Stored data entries
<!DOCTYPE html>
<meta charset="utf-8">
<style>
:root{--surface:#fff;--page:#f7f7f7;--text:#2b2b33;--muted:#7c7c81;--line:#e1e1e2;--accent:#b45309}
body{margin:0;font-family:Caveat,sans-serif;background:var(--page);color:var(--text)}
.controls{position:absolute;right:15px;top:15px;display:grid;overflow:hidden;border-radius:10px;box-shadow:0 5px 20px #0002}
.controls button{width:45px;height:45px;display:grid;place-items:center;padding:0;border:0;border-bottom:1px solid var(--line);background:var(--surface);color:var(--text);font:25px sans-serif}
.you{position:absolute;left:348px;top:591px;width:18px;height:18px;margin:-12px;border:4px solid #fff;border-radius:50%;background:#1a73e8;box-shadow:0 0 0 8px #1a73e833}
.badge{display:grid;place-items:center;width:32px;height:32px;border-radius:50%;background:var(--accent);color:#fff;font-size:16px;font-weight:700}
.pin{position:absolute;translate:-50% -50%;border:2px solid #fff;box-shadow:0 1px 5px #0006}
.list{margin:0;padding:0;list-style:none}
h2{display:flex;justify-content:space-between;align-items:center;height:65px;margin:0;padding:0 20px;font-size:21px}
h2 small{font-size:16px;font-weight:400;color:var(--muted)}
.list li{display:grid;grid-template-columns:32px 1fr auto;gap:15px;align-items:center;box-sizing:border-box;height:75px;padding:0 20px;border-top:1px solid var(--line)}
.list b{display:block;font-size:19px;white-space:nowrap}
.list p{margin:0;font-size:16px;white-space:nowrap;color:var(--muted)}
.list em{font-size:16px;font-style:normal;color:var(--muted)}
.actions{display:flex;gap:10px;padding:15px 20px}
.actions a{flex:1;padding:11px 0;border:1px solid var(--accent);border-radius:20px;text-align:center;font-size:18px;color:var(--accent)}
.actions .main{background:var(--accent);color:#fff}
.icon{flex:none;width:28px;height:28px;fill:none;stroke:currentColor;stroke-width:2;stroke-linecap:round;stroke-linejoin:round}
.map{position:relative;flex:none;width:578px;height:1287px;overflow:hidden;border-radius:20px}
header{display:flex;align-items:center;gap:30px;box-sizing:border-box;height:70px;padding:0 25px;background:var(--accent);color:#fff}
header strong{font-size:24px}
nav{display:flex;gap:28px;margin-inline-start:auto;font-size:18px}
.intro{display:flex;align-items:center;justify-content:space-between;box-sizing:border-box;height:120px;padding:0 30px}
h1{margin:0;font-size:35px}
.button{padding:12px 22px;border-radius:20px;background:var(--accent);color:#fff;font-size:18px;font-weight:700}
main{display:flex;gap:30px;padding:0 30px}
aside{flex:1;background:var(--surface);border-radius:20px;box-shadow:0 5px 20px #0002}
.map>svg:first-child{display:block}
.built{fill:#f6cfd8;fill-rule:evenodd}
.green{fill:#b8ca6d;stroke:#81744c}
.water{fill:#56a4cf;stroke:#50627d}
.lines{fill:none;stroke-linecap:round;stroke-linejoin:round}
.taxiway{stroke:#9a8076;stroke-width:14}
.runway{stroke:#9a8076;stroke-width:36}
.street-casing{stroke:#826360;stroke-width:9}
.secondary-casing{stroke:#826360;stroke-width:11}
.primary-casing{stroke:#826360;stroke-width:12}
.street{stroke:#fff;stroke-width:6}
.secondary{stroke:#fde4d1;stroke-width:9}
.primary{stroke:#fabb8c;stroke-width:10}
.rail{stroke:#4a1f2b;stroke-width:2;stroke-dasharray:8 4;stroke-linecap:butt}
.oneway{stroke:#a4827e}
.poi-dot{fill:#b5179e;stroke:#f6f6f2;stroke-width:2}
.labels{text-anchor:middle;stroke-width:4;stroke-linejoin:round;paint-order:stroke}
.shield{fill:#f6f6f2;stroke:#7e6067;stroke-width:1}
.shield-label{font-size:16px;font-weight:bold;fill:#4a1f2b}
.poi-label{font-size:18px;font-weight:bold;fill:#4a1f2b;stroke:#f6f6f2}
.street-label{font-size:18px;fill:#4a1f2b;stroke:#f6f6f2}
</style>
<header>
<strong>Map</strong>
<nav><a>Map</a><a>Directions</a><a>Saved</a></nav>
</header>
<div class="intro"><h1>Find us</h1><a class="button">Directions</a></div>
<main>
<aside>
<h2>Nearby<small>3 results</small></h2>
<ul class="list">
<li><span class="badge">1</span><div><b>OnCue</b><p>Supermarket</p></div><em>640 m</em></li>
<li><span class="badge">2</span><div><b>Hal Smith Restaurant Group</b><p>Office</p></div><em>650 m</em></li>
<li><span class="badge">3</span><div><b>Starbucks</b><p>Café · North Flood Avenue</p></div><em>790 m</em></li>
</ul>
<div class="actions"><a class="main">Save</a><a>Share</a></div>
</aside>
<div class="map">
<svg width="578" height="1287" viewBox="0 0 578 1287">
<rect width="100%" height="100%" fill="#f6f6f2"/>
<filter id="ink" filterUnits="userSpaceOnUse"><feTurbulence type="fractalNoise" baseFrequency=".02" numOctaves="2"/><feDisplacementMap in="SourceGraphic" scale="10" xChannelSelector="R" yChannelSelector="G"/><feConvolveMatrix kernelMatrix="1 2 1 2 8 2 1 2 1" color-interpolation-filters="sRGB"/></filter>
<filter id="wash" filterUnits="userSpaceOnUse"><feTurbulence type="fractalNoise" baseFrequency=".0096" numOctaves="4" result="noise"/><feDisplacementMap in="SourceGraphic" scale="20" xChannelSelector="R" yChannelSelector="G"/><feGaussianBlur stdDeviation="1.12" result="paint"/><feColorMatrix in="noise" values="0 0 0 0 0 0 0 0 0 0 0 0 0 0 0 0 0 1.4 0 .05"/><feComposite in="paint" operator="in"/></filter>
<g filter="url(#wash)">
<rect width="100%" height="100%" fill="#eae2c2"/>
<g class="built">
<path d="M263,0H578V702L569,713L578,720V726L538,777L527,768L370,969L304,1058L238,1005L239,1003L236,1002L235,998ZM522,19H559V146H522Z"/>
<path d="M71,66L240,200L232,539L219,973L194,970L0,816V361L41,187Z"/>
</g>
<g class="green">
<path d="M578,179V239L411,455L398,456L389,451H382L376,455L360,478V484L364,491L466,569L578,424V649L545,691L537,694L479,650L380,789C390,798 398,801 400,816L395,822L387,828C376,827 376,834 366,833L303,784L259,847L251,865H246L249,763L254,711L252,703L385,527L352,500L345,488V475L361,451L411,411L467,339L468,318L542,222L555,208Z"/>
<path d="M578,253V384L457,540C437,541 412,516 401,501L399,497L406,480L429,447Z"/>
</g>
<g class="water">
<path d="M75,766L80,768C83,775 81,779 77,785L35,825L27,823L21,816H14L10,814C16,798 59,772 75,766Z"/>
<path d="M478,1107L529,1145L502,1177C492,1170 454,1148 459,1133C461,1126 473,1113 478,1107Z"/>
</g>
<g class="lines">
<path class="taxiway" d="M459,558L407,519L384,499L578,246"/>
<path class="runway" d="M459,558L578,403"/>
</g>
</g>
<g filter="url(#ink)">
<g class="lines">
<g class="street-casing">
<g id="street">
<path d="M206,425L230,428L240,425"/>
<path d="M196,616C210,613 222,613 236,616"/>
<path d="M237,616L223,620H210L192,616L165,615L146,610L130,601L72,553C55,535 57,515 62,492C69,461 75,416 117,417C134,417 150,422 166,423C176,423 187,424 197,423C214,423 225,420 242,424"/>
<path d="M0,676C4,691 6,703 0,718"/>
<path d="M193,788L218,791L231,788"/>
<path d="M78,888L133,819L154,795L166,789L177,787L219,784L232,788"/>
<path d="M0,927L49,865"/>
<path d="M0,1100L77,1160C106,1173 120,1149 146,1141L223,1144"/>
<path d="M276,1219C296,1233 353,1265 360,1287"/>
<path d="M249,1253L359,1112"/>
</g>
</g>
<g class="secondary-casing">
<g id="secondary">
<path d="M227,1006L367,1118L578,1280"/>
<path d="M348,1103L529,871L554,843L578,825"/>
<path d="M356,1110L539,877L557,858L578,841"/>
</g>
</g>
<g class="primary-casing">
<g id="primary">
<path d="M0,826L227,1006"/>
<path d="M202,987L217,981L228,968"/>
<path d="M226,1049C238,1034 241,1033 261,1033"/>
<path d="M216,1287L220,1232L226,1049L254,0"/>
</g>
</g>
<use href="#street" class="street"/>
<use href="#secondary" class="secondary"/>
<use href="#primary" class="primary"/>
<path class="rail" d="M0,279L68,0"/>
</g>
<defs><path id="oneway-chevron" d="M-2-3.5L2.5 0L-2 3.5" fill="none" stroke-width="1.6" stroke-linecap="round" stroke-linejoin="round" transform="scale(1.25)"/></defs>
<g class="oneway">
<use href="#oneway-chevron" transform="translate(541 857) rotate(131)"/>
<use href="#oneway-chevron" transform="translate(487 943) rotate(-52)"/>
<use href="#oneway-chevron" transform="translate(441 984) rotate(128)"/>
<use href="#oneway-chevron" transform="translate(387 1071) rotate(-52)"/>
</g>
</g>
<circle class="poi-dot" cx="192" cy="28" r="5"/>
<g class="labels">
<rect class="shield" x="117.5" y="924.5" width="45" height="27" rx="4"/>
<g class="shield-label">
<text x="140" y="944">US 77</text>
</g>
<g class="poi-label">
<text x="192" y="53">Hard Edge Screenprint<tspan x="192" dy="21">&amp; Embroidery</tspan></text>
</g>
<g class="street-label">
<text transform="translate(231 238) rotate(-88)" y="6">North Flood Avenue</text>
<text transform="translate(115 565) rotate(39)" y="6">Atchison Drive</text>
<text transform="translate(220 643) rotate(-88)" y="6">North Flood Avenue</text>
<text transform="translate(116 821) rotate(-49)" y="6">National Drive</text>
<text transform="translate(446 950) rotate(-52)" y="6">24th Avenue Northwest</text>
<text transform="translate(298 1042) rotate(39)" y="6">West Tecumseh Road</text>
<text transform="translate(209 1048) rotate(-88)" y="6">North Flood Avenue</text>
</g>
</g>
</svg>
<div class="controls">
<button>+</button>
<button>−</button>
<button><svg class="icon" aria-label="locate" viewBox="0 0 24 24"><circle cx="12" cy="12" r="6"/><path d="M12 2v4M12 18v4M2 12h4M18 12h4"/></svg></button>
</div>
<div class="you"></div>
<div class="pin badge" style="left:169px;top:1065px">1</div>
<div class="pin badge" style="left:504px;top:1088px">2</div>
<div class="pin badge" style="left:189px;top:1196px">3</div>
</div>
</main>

**Exercise goal:** Tally the lines of the data that contain the string "background" and report the total alone.

**Task result:** 8